Aim of the exercise:
Word for word, repeat the data; no picture should appear in the result.

#### Extracted information ####

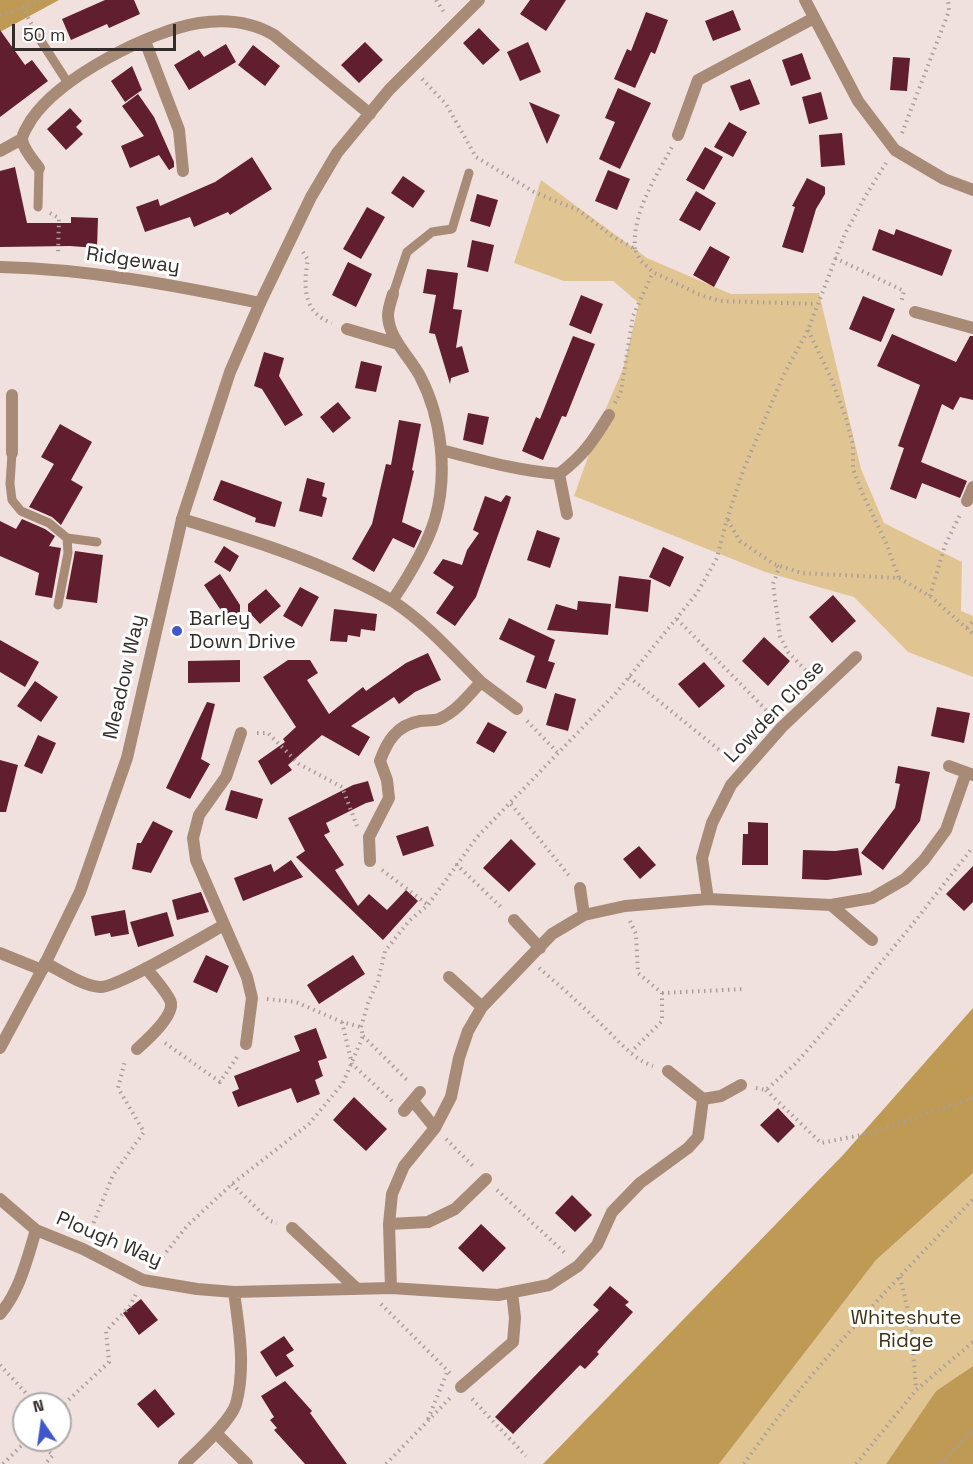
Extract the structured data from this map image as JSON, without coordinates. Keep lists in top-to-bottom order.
{
  "streets": {
    "street": [
      "Ridgeway",
      "Meadow Way",
      "Lowden Close",
      "Plough Way"
    ]
  },
  "crossings": [
    ["Ridgeway", "Meadow Way"]
  ],
  "parks": ["Whiteshute Ridge"],
  "places": ["Barley Down Drive"],
  "scale_bar": "50 m",
  "north": "top"
}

####

Response:
Extract the structured data from this map image as JSON, without coordinates. Keep lists in top-to-bottom order.
{
  "streets": {
    "street": [
      "Ridgeway",
      "Meadow Way",
      "Lowden Close",
      "Plough Way"
    ]
  },
  "crossings": [
    ["Ridgeway", "Meadow Way"]
  ],
  "parks": ["Whiteshute Ridge"],
  "places": ["Barley Down Drive"],
  "scale_bar": "50 m",
  "north": "top"
}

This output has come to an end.